GIVEN RECORDS —
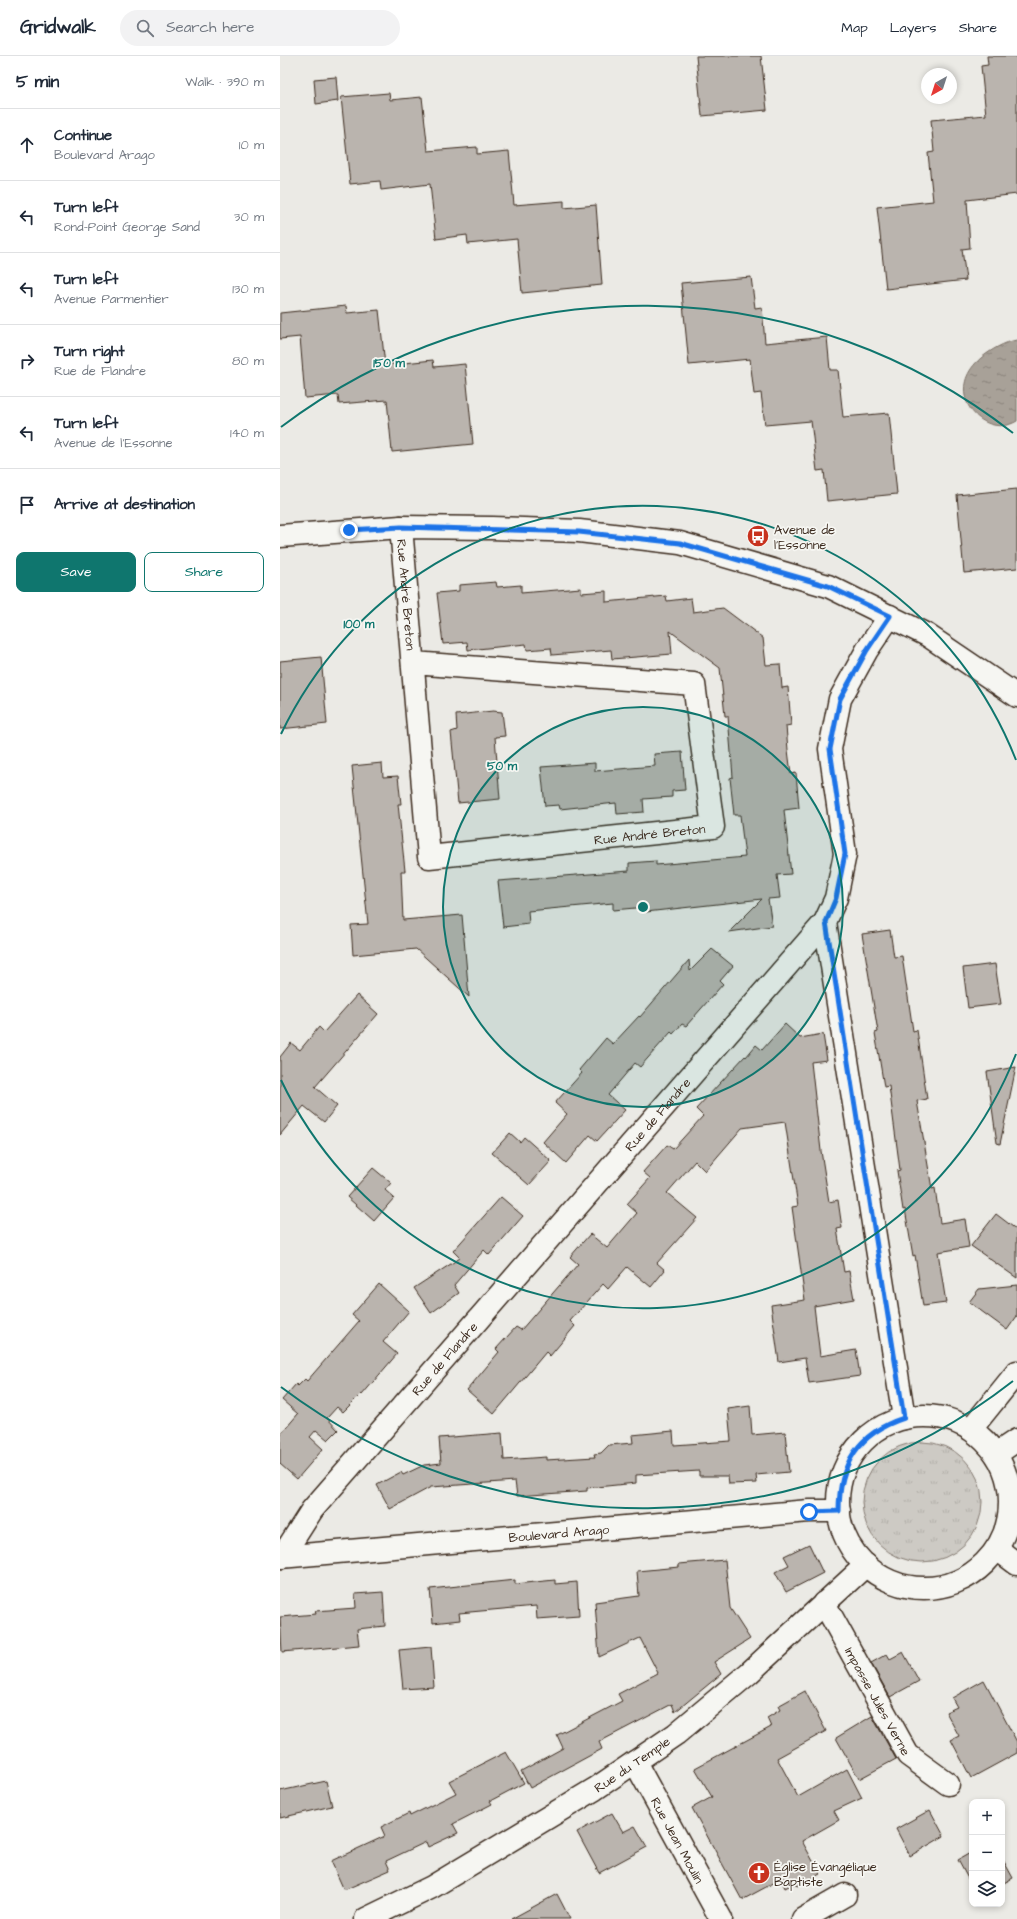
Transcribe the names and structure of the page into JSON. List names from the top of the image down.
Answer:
{
  "streets": {
    "street": [
      "Rue André Breton",
      "Rue de Flandre",
      "Boulevard Arago",
      "Impasse Jules Verne",
      "Rue du Temple",
      "Rue Jean Moulin"
    ]
  },
  "crossings": [
    ["Rue de Flandre", "Boulevard Arago"],
    ["Impasse Jules Verne", "Rue du Temple"],
    ["Rue du Temple", "Rue Jean Moulin"]
  ],
  "places": {
    "bus stop": ["Avenue de l'Essonne"],
    "church": ["Église Évangélique Baptiste"]
  },
  "north": "bottom left",
  "page": {
    "header": "Gridwalk",
    "search": "Search here",
    "nav": ["Map", "Layers", "Share"],
    "heading": ["5 min", "Walk · 390 m"],
    "list": [
      ["Continue", "Boulevard Arago", "10 m"],
      ["Turn left", "Rond-Point George Sand", "30 m"],
      ["Turn left", "Avenue Parmentier", "130 m"],
      ["Turn right", "Rue de Flandre", "80 m"],
      ["Turn left", "Avenue de l'Essonne", "140 m"],
      "Arrive at destination"
    ],
    "buttons": ["Save", "Share"],
    "map_buttons": ["+", "−"]
  },
  "rings": ["150 m", "100 m", "50 m"]
}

EXERCISE DIRECTIONS — Would you please return all lines from the listing above that contain "Essonne"?

RESULT FOR THIS TASK —
    "bus stop": ["Avenue de l'Essonne"],
      ["Turn left", "Avenue de l'Essonne", "140 m"],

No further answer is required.